I am reviewing an article on separation axioms (Last part of Theorem 3.7, https://core.ac.uk/download/pdf/82702431.pdf ). I have trouble understanding the following statement:
If $\{x\}'$ is not closed, then its closure is $\overline{\{x\}}$
And from this statement we obtain that $\overline{\{x\}}\cap \{y\}'=\emptyset$.
(The set $\{x\}'$ represents the limit points of $\{x\}$.)
My only hypothesis is that any set of limit points of any two points are separated, that is, if $x,y \in X$ then $\overline{\{x\}'}\cap \{y\}'= \emptyset$ and $\{x\}'\cap\overline{\{y\}'}=\emptyset$.

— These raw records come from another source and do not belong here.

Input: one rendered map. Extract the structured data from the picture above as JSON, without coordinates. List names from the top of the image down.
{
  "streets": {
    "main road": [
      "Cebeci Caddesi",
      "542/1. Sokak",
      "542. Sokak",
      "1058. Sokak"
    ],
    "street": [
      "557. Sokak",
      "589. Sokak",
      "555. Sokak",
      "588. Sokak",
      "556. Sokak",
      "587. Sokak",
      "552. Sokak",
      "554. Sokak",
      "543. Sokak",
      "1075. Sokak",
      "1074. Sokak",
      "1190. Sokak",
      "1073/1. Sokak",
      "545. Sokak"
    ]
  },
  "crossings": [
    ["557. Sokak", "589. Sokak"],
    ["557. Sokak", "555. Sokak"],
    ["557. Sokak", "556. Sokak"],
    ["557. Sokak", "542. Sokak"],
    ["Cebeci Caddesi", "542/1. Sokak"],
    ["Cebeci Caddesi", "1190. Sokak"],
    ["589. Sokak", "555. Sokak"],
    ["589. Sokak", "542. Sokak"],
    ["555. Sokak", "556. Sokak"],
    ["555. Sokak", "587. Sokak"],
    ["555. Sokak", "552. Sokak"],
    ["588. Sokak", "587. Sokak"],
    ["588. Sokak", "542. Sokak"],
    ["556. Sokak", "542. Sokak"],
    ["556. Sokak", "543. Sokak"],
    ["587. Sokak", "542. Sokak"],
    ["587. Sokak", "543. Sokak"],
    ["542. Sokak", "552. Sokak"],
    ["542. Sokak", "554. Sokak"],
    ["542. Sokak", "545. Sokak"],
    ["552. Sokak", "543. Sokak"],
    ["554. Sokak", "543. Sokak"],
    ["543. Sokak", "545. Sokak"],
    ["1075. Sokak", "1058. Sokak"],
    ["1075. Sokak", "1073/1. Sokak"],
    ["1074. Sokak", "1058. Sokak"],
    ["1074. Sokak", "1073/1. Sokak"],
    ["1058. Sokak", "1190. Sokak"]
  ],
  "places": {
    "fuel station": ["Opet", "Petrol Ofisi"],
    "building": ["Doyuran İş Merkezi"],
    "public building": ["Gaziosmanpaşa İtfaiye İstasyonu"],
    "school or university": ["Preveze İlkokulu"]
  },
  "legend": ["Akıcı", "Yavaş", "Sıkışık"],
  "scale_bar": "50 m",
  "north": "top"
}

I have tried to prove that $x\in (\{x\}')'$, since this implies that $\overline{\{x\}} \subseteq \overline{\{x\}'}$ and thus conclude that $\overline{\{x\}}=\overline{\{x\}'}$.
I have also tried to prove that $(\{x\}')'\subseteq \{x\}'$, since this implies that $\overline{\{x\}'}\subset \{x\}' \subset \overline{\{x\}}$, and thus conclude that $\overline{\{x\}}=\overline{\{x\}'}$.
But I'm really confused, I hope you can guide me a little.
Note that $\{x\}' = \overline{\{x\}}\setminus \{x\}$. We have $\{x\}'\subseteq \overline{\{x\}'}\subseteq \overline{\{x\}}$ which implies $\overline{\{x\}'} = \{x\}'$ or $\overline{\{x\}'} = \overline{\{x\}}$, since those are the only sets between $\{x\}' = \overline{\{x\}}\setminus\{x\}$ and $\overline{\{x\}}$.
If $\{x\}'$ is not closed, this of course means that $\overline{\{x\}'} = \overline{\{x\}}$.